According to CMS, we experienced a “Never Event” last month. But the even itself illustrates in my mind the flaws inherent in the whole concept of a “Never Event”. Theoretically, the idea is agood thing. There should be events that could occur while a patient is admitted to a hospital. Some things should never happen: like wrong blood, surgery on the wrong part of a patient or abduction of a patient of any age. Some stretch the bounds of rational thought though. The one that comes to mind is patient falls.
In the hive mind of CMS, patients should never fall. Once again, theoretically, not to mention from a public relations standpoint, the argument is sound. What they and the public tend to forget, that unlesss someone it at the bedside 24-7, falls will occur. You can follow every published guideline out there. Scheduled toileting, hourly rounds, bed alarms, reduction of the use of medications that can cause or enhance delirium are all really great ideas and have been proven to reduce falls. But the bottom line is that when our elders, especially those that may have dementia tned to fall. Add illness, strange environment, odd noises, unnatural schedules and new medications and you cook up a recipe that could conceivably lead to a fall, in spite of any and all safety measures we as caregivers may take.
But people fall. Sometimes people fall and there is nothing we can do about it.
Anyone who knows EKG tracings can immediately grasp the bad things going on here. But for those who may be a bit rusty, let me break it down for you. The patient is rolling along in normal sinus rhythm until they get hit with a R-on-T PVC (a premature ventricular beat the falls when the myocardium is not yet fully repolarized, see below) initiating a run of Torsades de Pointes. Torsades, meaning “twisting of the points” is a life-threatening ventricular arrhythmia that can rapidly devolve into ventricular fibrillation and death. It is a form of ventricular tachycardia (VT, V-Tach) characterized by the rotation of the complexes around the isoelectric line illustrated by the increasing/decreasing amplitude of the waves in a near sine-wave pattern. Treatment in an emergent situation is the following of the V-Tach leg of the ACLS algorithms, although usually a bolus of magnesium sulfate can terminate this as well. Usually though, when we see this though, the proverbial shit has hit the fan.
In this particular case the patient had been ambulating in the hallway and flipped into Torsades. The red mark is about where we figure when he hit the floor. Not for sure, but the timing seems about right. Now what would CMS say about this? The patient was awake, alert and oriented x 3, ambulating under his own power when he fell. So it is still a “never event”. And this is why a one-size fits all labeling makes no sense.
First, does this mean we shouldn’t let patients ambulate? They might fall. Second, should we not give medicatons that may cause arrhythmias like this (more below…)? They might fall. Third, should we not anti-coagulate patients who are under treament for atrial fibrillation and thus increase their risk of bleeding with a fall? Painting in broad strokes doesn’t always work.
Unfortunately, the patient had previously been in atrial fibrillation and been anti-coagulated with warfarin for an INR of 3.2. He had been cardioverted out of a-fib into sinus earlier in the day and was intiating Tikosyn therapy.
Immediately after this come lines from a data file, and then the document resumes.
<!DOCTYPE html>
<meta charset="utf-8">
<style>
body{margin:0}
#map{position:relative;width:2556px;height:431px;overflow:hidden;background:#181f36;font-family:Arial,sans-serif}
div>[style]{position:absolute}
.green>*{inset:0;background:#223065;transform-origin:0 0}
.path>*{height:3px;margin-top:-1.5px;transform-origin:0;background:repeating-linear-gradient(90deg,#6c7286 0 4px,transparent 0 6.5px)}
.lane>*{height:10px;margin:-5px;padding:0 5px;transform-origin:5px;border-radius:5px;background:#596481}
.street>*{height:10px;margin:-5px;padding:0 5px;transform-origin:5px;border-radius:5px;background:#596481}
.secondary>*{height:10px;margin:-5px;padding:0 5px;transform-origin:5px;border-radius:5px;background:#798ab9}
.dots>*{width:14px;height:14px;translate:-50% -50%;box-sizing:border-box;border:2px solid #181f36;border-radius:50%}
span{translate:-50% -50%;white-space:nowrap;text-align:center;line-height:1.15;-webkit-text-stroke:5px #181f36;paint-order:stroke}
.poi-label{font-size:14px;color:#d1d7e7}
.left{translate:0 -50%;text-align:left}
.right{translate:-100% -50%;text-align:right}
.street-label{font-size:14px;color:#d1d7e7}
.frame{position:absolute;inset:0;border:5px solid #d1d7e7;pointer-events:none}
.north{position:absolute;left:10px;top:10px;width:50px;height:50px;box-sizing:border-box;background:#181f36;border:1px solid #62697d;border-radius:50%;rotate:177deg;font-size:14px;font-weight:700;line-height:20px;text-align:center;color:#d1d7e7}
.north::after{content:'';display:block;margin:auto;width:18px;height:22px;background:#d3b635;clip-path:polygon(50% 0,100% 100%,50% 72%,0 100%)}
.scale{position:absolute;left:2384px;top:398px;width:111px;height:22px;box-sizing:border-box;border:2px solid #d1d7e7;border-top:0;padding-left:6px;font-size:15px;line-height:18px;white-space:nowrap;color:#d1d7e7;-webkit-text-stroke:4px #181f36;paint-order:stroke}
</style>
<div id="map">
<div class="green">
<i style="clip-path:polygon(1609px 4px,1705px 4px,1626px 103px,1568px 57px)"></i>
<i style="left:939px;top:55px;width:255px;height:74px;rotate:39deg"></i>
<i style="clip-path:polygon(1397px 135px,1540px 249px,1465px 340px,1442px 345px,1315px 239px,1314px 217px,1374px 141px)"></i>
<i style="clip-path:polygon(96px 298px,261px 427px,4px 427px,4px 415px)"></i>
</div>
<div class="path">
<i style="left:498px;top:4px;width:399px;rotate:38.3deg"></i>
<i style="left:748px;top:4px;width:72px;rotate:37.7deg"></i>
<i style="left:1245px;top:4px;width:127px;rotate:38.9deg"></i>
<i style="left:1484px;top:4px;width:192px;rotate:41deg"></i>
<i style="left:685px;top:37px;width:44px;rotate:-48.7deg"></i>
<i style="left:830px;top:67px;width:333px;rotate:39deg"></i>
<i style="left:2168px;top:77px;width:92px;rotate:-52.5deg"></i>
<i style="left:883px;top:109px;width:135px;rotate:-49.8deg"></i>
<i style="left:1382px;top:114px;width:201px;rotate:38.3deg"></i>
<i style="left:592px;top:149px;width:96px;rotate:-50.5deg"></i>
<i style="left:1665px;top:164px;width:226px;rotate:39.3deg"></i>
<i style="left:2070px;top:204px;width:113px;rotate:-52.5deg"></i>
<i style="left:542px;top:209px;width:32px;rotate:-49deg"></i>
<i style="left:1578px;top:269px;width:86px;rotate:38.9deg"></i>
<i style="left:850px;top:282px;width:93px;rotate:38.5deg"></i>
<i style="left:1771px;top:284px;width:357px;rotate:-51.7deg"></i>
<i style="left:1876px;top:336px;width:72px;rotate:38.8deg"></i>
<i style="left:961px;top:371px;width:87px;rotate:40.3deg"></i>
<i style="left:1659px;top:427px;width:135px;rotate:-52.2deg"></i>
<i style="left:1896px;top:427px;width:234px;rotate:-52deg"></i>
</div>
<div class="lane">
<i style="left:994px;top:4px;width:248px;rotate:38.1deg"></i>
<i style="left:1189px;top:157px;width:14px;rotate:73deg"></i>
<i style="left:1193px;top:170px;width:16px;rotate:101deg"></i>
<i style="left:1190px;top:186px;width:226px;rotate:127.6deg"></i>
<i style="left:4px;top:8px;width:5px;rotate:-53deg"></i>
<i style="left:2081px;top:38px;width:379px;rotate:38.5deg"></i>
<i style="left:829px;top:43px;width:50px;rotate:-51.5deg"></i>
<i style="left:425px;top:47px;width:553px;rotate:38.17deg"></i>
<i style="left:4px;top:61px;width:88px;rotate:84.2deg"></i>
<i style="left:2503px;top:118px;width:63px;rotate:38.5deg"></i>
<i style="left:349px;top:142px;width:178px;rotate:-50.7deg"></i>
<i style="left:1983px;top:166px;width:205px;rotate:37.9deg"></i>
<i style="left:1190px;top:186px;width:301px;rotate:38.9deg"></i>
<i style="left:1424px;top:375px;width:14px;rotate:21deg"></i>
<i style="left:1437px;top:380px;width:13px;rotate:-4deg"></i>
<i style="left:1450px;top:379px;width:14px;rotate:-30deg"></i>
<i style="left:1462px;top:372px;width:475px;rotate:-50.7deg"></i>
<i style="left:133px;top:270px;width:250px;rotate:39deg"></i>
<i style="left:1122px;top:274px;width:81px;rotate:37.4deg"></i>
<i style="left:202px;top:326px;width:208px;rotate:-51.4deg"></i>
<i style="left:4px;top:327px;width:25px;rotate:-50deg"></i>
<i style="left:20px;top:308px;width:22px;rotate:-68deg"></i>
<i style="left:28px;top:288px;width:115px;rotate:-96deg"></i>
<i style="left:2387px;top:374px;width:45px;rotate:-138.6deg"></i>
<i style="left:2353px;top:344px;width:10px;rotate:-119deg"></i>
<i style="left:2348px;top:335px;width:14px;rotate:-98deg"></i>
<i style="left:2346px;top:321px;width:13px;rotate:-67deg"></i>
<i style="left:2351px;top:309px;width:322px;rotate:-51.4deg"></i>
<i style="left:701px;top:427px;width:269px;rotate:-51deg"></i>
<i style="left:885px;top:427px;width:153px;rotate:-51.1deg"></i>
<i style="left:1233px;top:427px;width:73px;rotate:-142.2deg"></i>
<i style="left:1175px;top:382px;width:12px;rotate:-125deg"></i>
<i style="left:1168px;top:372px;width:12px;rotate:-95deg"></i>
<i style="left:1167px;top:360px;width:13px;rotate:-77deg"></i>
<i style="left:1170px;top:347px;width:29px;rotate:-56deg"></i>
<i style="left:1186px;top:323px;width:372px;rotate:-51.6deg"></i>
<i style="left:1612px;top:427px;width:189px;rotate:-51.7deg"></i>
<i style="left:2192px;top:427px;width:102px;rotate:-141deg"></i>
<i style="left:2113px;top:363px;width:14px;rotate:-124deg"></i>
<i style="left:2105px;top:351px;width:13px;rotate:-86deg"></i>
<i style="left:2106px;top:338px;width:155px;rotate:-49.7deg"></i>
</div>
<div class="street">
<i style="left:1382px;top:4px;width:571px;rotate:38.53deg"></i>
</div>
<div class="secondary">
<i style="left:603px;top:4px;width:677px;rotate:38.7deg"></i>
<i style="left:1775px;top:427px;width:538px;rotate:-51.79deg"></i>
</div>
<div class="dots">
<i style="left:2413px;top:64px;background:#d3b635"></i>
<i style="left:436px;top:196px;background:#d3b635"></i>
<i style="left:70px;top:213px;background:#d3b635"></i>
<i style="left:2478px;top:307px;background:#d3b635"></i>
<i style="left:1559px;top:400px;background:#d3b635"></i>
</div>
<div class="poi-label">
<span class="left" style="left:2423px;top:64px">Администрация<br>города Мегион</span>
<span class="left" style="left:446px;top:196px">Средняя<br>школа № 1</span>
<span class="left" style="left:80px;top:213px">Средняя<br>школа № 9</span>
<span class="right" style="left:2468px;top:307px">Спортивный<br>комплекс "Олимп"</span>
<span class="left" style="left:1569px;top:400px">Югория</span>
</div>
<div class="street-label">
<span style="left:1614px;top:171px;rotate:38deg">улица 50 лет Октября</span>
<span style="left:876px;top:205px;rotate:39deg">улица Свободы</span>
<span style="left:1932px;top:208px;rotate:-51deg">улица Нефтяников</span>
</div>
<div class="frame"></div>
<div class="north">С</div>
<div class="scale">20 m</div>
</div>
The truly unfortunate part is that when he went down, it was like a tree falling in the forest: straight back off his heels with his head striking the floor. CT showed a massive cerebral bleed as a result and family chose to withdraw support allowing him to pass. So this is a huge “never event”, as per CMS, “Patient death associated with a fall while being cared for in a healthcare facility.” If he had not been ambulating, odds are pretty good that he would have made it out of the code, as there was a spontaneous return to sinus rhythm right after the scanned strip ends, with spontaneous return of circulation as well. But since he fell in the hallway and hit his head, the deck was stacked.
As for the medication, Tikosyn (dofetilide) is a Class III antiarrhythmic medication that works by prolonging the cardiac action potential duration. One major hallmark is that it subsequently prolongs the QT segment. A prolonged QT interval increases the risk of ventriclar arrhythmias as the repolarization of the myocardium happens at different rates allowing myocytes that have already passed their absolute refractory period to depolarize early and possibly causing a re-entrant phenomenon, kind of like a viscious circle. The FDA actually mandates that anyone being started on Tikosyn gets themsselves a 3 day vacation on a telemetry floor for this very reason. Usually we monitor the QT/QTc closely in these patients, obtaining a baseline, then 12-lead EKGs 2 hours post-dose to ensure that the QT/QTc is still within limits.
So was this a “never event”? Probably. Could it have been prevented? Probably not. There were too many variables in play to do so. Sometimes shit just happens, no matter what we do.